Da Mountain View e Cupertino non giungono al momento commenti su quanto denunciato dal Wall Street Journal. Le accuse sono però del tutto circostanziate, il che imporrà una chiara ed immediata presa di posizione in difesa di quanto operato con Android ed iOS.

Update
Screenshot da Android“Google location service provides applications with your approximate location without using GPS”: con questo messaggio Google avverte gli utenti Android della possibilità di abilitare o disabilitare Google Location, abilitando o disabilitando di conseguenza l’invio di informazioni ai server remoti.
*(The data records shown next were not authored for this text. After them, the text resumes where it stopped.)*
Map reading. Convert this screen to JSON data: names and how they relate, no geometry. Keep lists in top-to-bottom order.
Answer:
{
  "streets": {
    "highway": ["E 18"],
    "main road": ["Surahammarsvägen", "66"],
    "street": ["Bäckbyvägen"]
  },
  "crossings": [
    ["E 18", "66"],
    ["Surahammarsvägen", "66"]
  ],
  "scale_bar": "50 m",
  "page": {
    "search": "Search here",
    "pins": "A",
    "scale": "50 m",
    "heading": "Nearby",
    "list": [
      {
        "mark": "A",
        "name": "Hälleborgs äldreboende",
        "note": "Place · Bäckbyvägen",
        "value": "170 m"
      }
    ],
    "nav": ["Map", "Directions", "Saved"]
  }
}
Google spiega infatti di utilizzare sì le informazioni provenienti dallo smartphone, ma in forma anonima (viene identificato il device, non la persona) ed in ogni caso soltanto su esplicita richiesta da parte dell’utente (il quale può trarre vantaggio da questo sistema poiché ottiene risposte e servizi personalizzati). La posizione di Google è pertanto esplicita: «L’interesse del motore di ricerca é fornire servizi utili e in mobilità questi sono spesso legati al luogo in cui ci troviamo, tuttavia a monte ci deve essere il consenso dell’individuo, che in ogni caso non può essere identificato personalmente».